Man, I hated inpatient. I was there twice for disorganized thinking and so on. DBT is a no-go. I do love Mindfulness and CBT. There is no way that I would reveal what has happened or is going to happen. I am 19 now and was in twice in 2017.

If they want to make these programs more amenable, stop treating us as criminals with hard beds and a schedule that achieves hardly anything. We have feelings and we are young. Maybe having a trusted teen be an advocate. As an example, intrusive tests like UDS. That will never happen to me. I don't even use drugs like, ever. If this is the type with a catheter I would hit you as soon as I could. On the other hand more complete libraries and shoes that don't your feet in the gym. Another thing I was waiting one time and this was at lunch. I started to go to the right and the alarm was set off.

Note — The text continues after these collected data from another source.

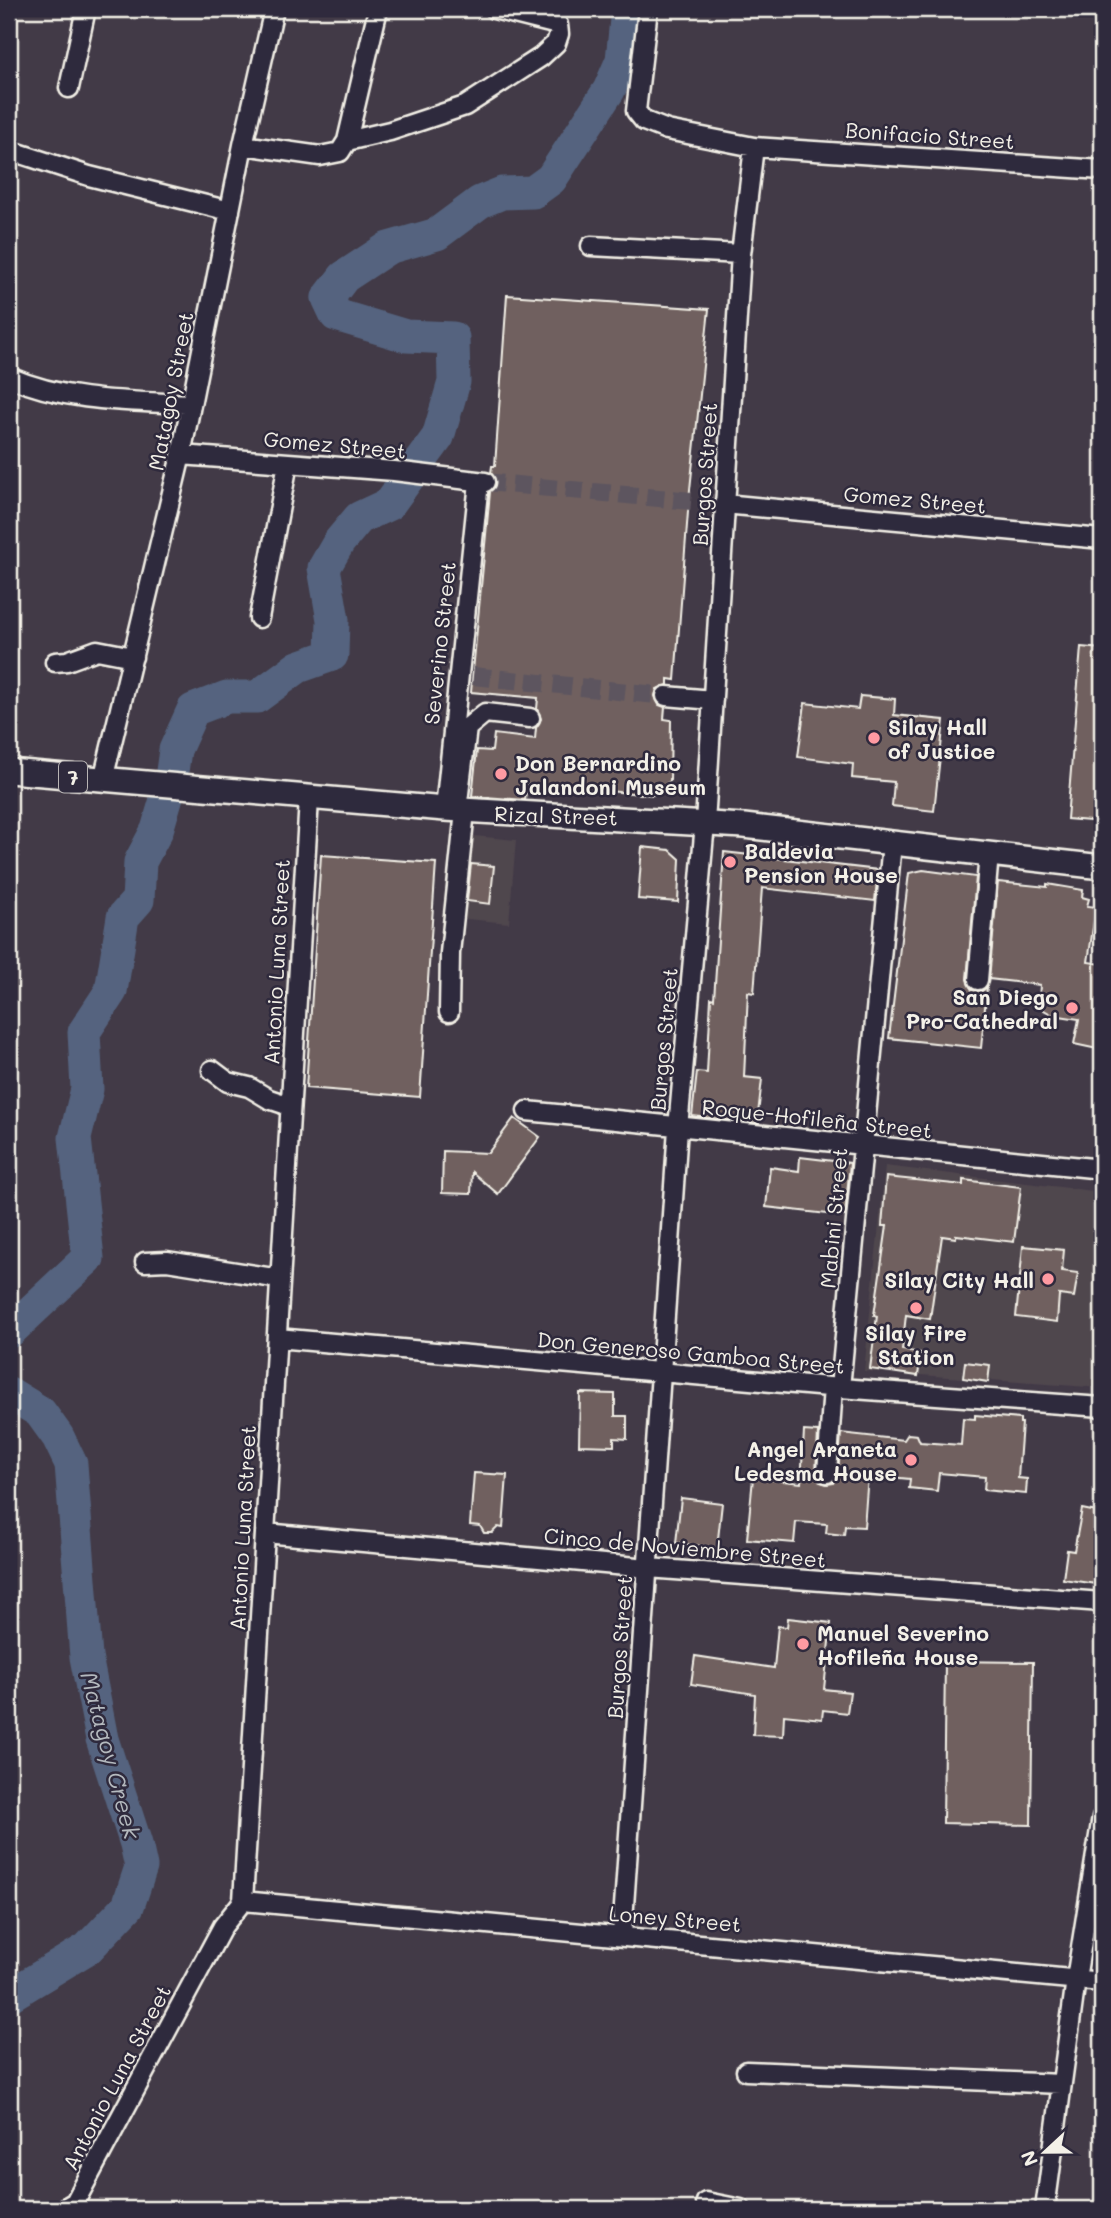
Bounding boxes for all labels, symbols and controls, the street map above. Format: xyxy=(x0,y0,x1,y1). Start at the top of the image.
street label: Bonifacio Street xyxy=(844,116,1016,154)
street label: Matagoy Street xyxy=(141,309,199,473)
street label: Burgos Street xyxy=(686,401,722,547)
street label: Gomez Street xyxy=(263,424,407,464)
street label: Gomez Street xyxy=(843,479,987,519)
street label: Severino Street xyxy=(417,560,461,726)
place label: Silay Hall of Justice xyxy=(888,713,995,764)
marker: Silay Hall of Justice xyxy=(866,730,882,746)
place label: Don Bernardino Jalandoni Museum xyxy=(515,749,706,800)
road number: 7 xyxy=(59,762,87,792)
marker: Don Bernardino Jalandoni Museum xyxy=(493,766,509,782)
street label: Rizal Street xyxy=(494,799,618,831)
place label: Baldevia Pension House xyxy=(744,837,898,888)
marker: Baldevia Pension House xyxy=(722,854,738,870)
street label: Antonio Luna Street xyxy=(257,858,295,1066)
street label: Burgos Street xyxy=(643,966,683,1112)
place label: San Diego Pro-Cathedral xyxy=(906,983,1058,1034)
marker: San Diego Pro-Cathedral xyxy=(1064,1000,1080,1016)
street label: Roque-Hofileña Street xyxy=(701,1092,933,1144)
street label: Mabini Street xyxy=(813,1146,853,1290)
place label: Silay City Hall xyxy=(884,1266,1034,1294)
marker: Silay City Hall xyxy=(1040,1271,1056,1287)
marker: Silay Fire Station xyxy=(908,1300,924,1316)
place label: Silay Fire Station xyxy=(865,1319,967,1370)
street label: Don Generoso Gamboa Street xyxy=(536,1325,846,1379)
street label: Antonio Luna Street xyxy=(223,1424,261,1632)
place label: Angel Araneta Ledesma House xyxy=(734,1435,897,1486)
marker: Angel Araneta Ledesma House xyxy=(903,1452,919,1468)
street label: Cinco de Noviembre Street xyxy=(543,1521,827,1573)
street label: Burgos Street xyxy=(601,1574,637,1720)
place label: Manuel Severino Hofileña House xyxy=(817,1619,989,1670)
marker: Manuel Severino Hofileña House xyxy=(795,1636,811,1652)
water label: Matagoy Creek xyxy=(74,1668,148,1843)
street label: Loney Street xyxy=(608,1899,742,1937)
street label: Antonio Luna Street xyxy=(56,1980,176,2174)
north arrow xyxy=(1010,2116,1080,2186)
text: N xyxy=(1014,2147,1043,2170)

One of the staff said I was brand new, that I had no idea that that was wrong. Have a process that respects our dignity and not a lot. Have an intake that is friendly gauging our timidity and helping with stress and anxiety. No strip searches but wanding. If you are self-harming, it is what it is and those kids will find a way anyhow.

I think the process would make staff more secure and crying kids getting support. Kids will respond better, trust me. Both of my parents are doctors and I complain about the environment. Boys chase me a lot and normally I don't bother me because it is puppy love. I never date outside of inpatient. The bottom-line is treating kids right. At 19 I have been through a lot and telling my past is none of their business. I don't want immersion therapy or EDMR? Radical acceptance is code word for switching anxieties.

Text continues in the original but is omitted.